Cast an eye in the direction of current trends and the future of the UK dairy industry looks good. Worldwide demand will continue to soar as populations boom and the global economy gets back on track. Meanwhile, UK consumer interest in British food will continue to rise, providing strong market potential both at home and abroad.

But the industry must have patience before it will experience these benefits. Short term pressure and instability are adding to an overwhelming lack of confidence within the dairy farming community. Consequently, many farmers are leaving the sector for more immediately profitable ventures, inflicting damage on market and power structures that could become irreversible.

As dairy farmers find themselves tiptoeing towards the verge of a turbulent new age, the National Farmers Union (NFU) has released a Survival Plan. Building Confidence - Boosting Supply provides a vision of cohesion, which - they believe - will allow the industry to retain its potential throughout this time and thrive once more.

The Times Ahead

According to the NFU report there are 13,601 dairy farmers in Britain, milking 1.620 million dairy cows and producing 11.285 billion litres of milk a year. In 2007, there were 14,296 British dairy farmers, whilst in 1997 there were 28,119. According to the numbers, dairy farmers are leaving the industry at a rate of two a day. This translates into an average annual loss of 6.5 per cent over the past ten years.

Despite the falling figures of British dairy farmers, milk production has fluctuated steadily at around 12 billion litres a year. However, since 2004 even this figure has been in sharp decline. In 2008 only 11.3 billion litres of milk were supplied in Britain. The lowest level in 30 years. Reflecting this trend, the UK milk output has also declined.

According to the NFU, a tipping point is reached when "domestic supply cannot meet the needs of the core market". In the UK this figure has been estimated at 12.95 billion litres. It is apparent that we can no longer meet this figure. Currently the shortfall is made up by Irish milk exports, but this is not desirable, or profitable. If current trends continue, milk production will fall another 0.6 per cent by 2010.

According to statistics gathered in the report, if milk prices drop just 2 pence per litre (ppl), 30 per cent of farmers would consider leaving the industry - if this figure rose to 4ppl, 65 per cent would. Such a dramatic loss of farmers would render the UK dairy industry capable of producing only 5.2 billion litres per year, devastating current markets. In order to sustain the UK dairy industry, adequate returns must be the key priority to any survival plan.
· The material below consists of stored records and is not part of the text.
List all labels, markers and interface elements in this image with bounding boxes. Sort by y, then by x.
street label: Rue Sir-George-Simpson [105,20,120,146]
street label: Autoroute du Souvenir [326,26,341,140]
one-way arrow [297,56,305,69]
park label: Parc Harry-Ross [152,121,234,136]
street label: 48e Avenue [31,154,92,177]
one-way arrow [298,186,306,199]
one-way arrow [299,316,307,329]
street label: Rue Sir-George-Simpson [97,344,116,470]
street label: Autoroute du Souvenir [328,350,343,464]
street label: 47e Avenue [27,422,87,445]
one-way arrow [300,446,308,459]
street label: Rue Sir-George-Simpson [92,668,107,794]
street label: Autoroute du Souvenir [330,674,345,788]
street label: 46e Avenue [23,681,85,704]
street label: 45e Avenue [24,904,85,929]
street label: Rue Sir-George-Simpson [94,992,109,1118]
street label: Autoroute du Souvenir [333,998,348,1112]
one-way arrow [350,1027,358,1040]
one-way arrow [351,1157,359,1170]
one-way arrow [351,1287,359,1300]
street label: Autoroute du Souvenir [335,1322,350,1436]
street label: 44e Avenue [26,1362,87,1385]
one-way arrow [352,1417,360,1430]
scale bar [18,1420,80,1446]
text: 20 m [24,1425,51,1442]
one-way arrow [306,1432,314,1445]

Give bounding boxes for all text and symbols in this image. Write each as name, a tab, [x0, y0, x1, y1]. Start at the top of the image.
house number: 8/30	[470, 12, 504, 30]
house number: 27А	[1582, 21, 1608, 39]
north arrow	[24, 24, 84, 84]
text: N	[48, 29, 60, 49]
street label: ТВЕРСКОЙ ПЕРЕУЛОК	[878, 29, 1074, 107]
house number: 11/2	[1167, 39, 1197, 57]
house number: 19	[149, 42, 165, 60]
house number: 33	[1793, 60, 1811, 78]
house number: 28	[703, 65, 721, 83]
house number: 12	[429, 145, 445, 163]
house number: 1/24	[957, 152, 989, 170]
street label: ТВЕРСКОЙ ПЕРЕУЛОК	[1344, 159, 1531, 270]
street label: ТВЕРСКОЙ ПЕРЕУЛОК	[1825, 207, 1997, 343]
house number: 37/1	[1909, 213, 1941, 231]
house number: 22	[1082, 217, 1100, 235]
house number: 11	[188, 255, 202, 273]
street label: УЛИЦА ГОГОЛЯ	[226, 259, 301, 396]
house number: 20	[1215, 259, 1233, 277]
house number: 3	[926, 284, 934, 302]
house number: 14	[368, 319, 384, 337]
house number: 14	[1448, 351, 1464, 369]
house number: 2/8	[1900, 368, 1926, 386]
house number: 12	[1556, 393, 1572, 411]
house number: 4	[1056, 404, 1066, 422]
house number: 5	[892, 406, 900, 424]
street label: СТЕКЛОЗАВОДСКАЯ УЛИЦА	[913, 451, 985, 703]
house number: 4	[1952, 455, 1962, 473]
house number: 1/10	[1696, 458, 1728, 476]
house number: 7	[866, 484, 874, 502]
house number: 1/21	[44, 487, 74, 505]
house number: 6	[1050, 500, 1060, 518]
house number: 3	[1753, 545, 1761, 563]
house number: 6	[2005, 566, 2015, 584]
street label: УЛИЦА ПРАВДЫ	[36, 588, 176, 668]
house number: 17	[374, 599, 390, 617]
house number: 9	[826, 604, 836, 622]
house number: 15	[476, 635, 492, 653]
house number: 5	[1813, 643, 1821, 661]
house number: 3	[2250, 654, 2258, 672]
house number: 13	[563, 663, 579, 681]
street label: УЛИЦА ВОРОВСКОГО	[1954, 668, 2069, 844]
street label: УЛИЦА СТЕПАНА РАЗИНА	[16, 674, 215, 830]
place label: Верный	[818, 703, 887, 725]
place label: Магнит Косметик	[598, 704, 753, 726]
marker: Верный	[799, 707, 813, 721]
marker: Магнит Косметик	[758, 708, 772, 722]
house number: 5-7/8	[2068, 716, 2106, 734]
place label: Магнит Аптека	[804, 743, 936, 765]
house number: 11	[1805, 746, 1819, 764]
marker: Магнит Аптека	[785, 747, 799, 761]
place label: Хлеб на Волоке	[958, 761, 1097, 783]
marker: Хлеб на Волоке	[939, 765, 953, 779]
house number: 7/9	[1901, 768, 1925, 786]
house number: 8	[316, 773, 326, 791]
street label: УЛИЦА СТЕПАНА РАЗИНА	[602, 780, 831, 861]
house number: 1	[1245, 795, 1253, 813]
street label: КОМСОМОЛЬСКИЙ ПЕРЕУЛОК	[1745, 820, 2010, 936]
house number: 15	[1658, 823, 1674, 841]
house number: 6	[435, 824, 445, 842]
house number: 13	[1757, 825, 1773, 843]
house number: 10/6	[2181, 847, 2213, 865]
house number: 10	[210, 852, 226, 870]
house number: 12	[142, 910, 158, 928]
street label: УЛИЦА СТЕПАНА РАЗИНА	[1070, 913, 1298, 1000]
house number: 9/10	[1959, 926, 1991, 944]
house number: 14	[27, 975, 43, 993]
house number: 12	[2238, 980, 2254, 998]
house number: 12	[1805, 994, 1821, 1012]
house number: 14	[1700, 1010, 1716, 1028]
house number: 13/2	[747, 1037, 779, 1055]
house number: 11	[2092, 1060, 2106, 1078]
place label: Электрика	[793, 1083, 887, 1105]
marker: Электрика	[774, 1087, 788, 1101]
Annual Milk Production - Long Term Trend of Decline

Rumbles in the dairy market are being felt worldwide. Financial crisis and feed supply fluctuations are creating a market of volatility highlighted by unprecedented fluctuations in milk value. Oil, energy, fertilser and feed prices are all on the up also. In the UK, milk prices dropped substantially at the beginning of the year, but the NFU believes there is no need for this further unrest. Buyers and retailers have a crucial role to play in this survival plan.

British milk is "much more than a commodity" argues the Survival Plan. Although the EU commodity markets are strong, they have little little effect on how the UK chooses to value its milk. The reasons the NFU gives for this is that the UK has minimal trade on the commodity markets, whilst current exchange rates still remain in British favour, providing for competitive exports whilst protecting the industry from imports.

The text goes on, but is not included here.